----- THE DATA

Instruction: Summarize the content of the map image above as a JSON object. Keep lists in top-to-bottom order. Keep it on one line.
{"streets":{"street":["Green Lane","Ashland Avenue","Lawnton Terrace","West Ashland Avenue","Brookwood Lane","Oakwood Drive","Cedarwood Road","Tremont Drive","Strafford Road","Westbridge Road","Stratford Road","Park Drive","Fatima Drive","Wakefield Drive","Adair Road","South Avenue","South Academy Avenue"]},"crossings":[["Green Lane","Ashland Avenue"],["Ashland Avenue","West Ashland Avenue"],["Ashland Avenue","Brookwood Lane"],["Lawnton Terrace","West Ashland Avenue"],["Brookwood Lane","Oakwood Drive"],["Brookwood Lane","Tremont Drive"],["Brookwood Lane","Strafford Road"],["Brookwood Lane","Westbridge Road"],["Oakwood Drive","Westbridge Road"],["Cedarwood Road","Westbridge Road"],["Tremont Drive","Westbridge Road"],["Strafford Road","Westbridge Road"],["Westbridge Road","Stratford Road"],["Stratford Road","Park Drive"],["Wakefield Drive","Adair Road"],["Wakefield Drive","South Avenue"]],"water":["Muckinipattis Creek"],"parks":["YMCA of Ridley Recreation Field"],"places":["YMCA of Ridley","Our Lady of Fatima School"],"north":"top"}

----------
----- THE DATA

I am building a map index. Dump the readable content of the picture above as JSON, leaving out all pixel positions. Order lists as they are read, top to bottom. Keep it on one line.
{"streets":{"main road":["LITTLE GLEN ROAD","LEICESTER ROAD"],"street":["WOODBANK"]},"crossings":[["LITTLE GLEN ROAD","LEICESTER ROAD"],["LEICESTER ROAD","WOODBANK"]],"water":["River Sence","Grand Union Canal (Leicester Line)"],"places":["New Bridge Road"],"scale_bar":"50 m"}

----------
----- THE DATA

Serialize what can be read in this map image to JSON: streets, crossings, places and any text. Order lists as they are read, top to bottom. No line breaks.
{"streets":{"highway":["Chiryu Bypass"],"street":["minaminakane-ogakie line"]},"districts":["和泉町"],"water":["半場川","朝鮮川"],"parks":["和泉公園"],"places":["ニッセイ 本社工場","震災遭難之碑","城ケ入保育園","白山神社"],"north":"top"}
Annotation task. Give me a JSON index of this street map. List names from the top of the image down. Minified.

----------

WHAT THE TASK ASKS: Take the stretch of lines above from the one containing "Serialize what can" through the one containing "Annotation task. Give" and repeat it exactly, adding no other line.

WRITTEN SOLUTION:
Serialize what can be read in this map image to JSON: streets, crossings, places and any text. Order lists as they are read, top to bottom. No line breaks.
{"streets":{"highway":["Chiryu Bypass"],"street":["minaminakane-ogakie line"]},"districts":["和泉町"],"water":["半場川","朝鮮川"],"parks":["和泉公園"],"places":["ニッセイ 本社工場","震災遭難之碑","城ケ入保育園","白山神社"],"north":"top"}
Annotation task. Give me a JSON index of this street map. List names from the top of the image down. Minified.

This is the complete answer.